Artigo publicado pelo Correio Braziliense em 27 abril 2019.

Para quem se apresentava como o único candidato capaz de acabar com política contaminada por ideologia, doutor Bolsonaro está saindo melhor que a encomenda. Por detrás de cada ato, de cada nomeação, de cada pronunciamento, cochila um laivo doutrinário. As viagens presidenciais ao exterior, por exemplo, têm vindo embaladas pra presente, descritas como importantes para reforçar laços comerciais. Rasgado o invólucro vistoso, aparece o papel pardo de armazém chinfrim a denunciar que a motivação era, na realidade, ideológica.

Uma regra não escrita determina que a primeira viagem de todo presidente nosso seja a Buenos Aires. A razão é simples: ainda que não seja o maior cliente de nossas exportações, a Argentina é nosso mais importante vizinho de parede. Ainda que acontecimentos extraordinários deixem o mundo de ponta-cabeça, nossos hermanos estarão sempre ali, colados, do outro lado da fronteira. Pra viver em harmonia, convém tratar bem a vizinhança. Doutor Bolsonaro preferiu passar por cima dessa lógica trivial. Reservou a primeira saída internacional para uma visita ao Chile. Na volta, a geografia não havia mudado: a Argentina continuava vizinha. Vizinha e de nariz torcido.

Faz uns vinte anos, formou-se nos EUA o Congresso Mundial das Famílias, movimento ultraconservador dirigido contra os homossexuais, contra o divórcio, contra direitos LGBTs, contra o aborto, contra tudo que escape aos rígidos limites do que entendem ser a família tradicional. Desconfio um pouco desses movimentos que são contra. É mais produtivo ser a favor. As armas para lutar em prol de alguma coisa são sempre menos agressivas do que as que se utilizam pra lutar contra. Ser contra tanta coisa ao mesmo tempo só pode ser fonte de mau humor. Nas reuniões desse movimento, sorriso há de ser artigo raro. Vade-retro!

Cruzada medieval

Os congressos mundiais do grupo têm lugar anualmente. Dos três últimos, realizados na Geórgia, na Hungria e na Moldávia, pouco se falou. Este ano, dado que a honra de acolher a edição coube à Itália, o evento cresceu em importância. Quando alguém declara não ter «nada contra homossexuais, cada um que viva a vida que escolheu», fique de pé atrás, distinto leitor. É quase certo que se trata de alguém digno de ostentar carteirinha de sócio do Congresso das Famílias. Usando declaração desse teor como guarda-chuva, Matteo Salvini, vice-primeiro-ministro da Itália, avalizou o evento com sua presença. Impossibilitado de comparecer, doutor Bolsonaro fez-se representar pela secretária nacional da Família – que prestigiou o congresso com um discurso. Para um presidente que prometia acabar com ideologias, está de bom tamanho.
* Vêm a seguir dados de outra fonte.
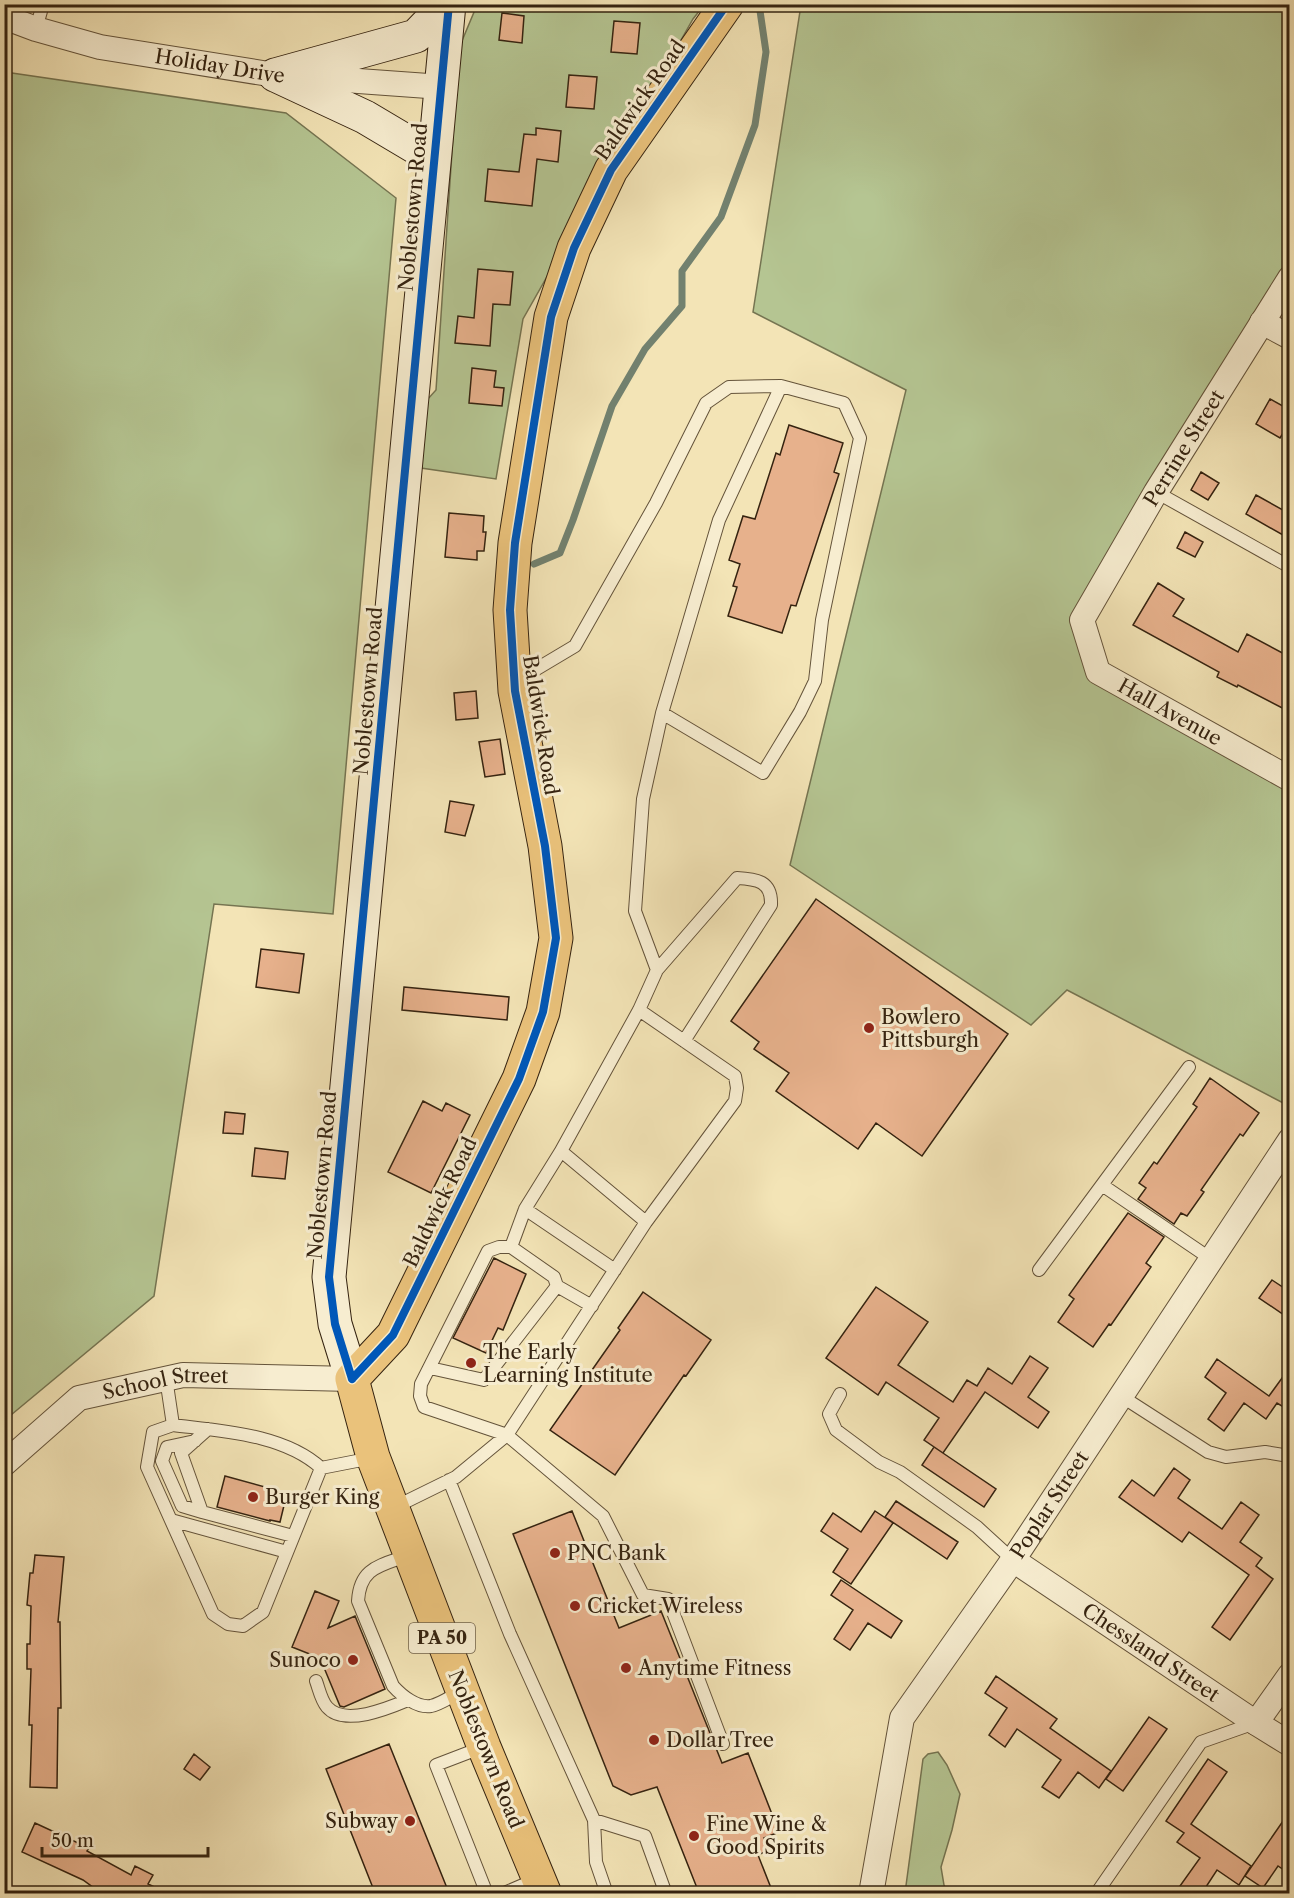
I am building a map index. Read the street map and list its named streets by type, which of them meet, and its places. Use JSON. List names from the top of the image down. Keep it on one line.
{"streets":{"main road":["Baldwick Road","Noblestown Road","PA 50"],"street":["Holiday Drive","Perrine Street","Hall Avenue","School Street","Poplar Street","Chessland Street"]},"crossings":[["Holiday Drive","Noblestown Road"],["Baldwick Road","Noblestown Road"],["Baldwick Road","School Street"],["Noblestown Road","School Street"],["Perrine Street","Hall Avenue"],["Poplar Street","Chessland Street"]],"places":["Bowlero Pittsburgh","The Early Learning Institute","Burger King","PNC Bank","Cricket Wireless","Sunoco","Anytime Fitness","Dollar Tree","Subway","Fine Wine & Good Spirits"],"scale_bar":"50 m"}
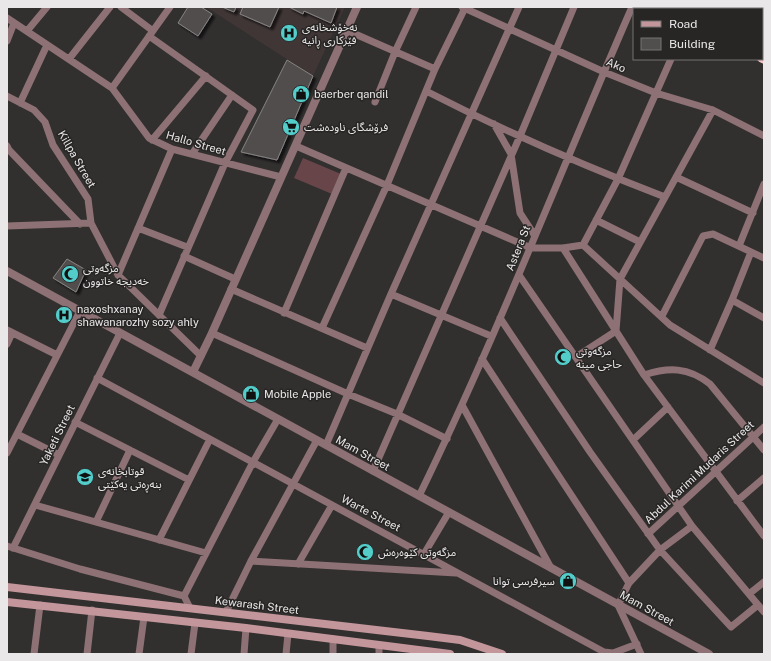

Faz dez dias, na preparação de nova estrepolia, doutor Bolsonaro mandou um dos filhos em viagem exploratória a países da Europa, selecionados a dedo, que pretende visitar ainda este ano. São a Polônia e a Hungria, destinos que, somados, respondem por 0,4% de nossas exportações. Já se vê que a motivação comercial é pouca pra abalar presidente. À boca pequena, corre explicação mais convincente. O objetivo é inscrever nosso país no bloco ultraconservador cujos contornos já se desenham em forma de «cinturão bíblico» a proteger a Europa contra hipotéticas hordas de incréus. E lá vamos nós comprar mais uma guerra que não é nossa.

Mas a história é cíclica e o destino inexorável de todo bloco é o desmanche. Os de direita e os de esquerda se desfazem. Tanto o temível eixo Berlim/Roma quanto a poderosa URSS desmoronaram bonito. A vertigem do poder costuma cegar e impedir os ungidos de enxergar essa evidência. No entanto, se os filhos ainda não têm maturidade para entender, doutor Bolsonaro já tem idade e experiência pra se convencer de que o importante é melhorar as condições de vida do povo brasileiro, objetivo maior de seu mandato. Blocos, fugazes por natureza, fazem-se e desfazem-se ao sabor da alternância de dirigentes. O que vale hoje pode já não valer amanhã. Penduradas as chuteiras, melhor será ser lembrado por ter construído um Brasil melhor do que por ter sido membro de um grupo que virou pó.